* _Records provided_:
============
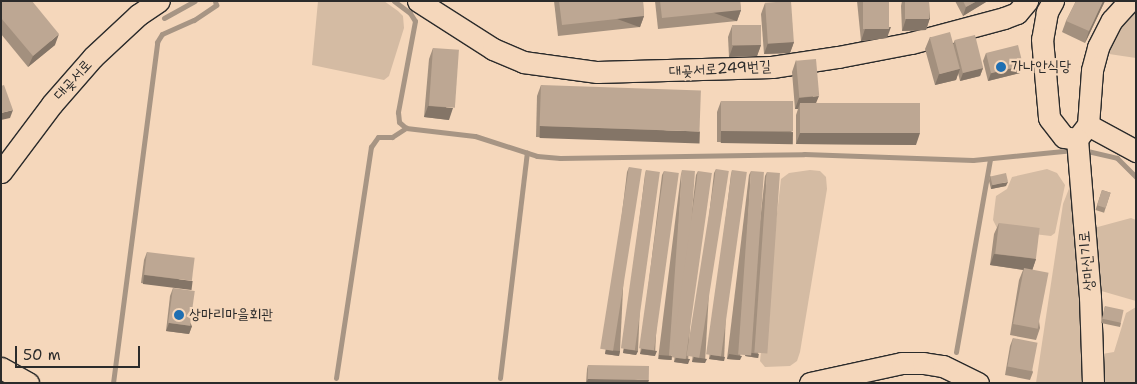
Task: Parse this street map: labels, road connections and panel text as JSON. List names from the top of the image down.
{
  "streets": {
    "street": ["대곶서로249번길", "대곶서로", "상마신기로"]
  },
  "places": ["가나안식당", "상마리마을회관"],
  "scale_bar": "50 m"
}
============
Any pictures above are to be left out. Retype the rest of the records exactly.

* _Expected answer_:
Task: Parse this street map: labels, road connections and panel text as JSON. List names from the top of the image down.
{
  "streets": {
    "street": ["대곶서로249번길", "대곶서로", "상마신기로"]
  },
  "places": ["가나안식당", "상마리마을회관"],
  "scale_bar": "50 m"
}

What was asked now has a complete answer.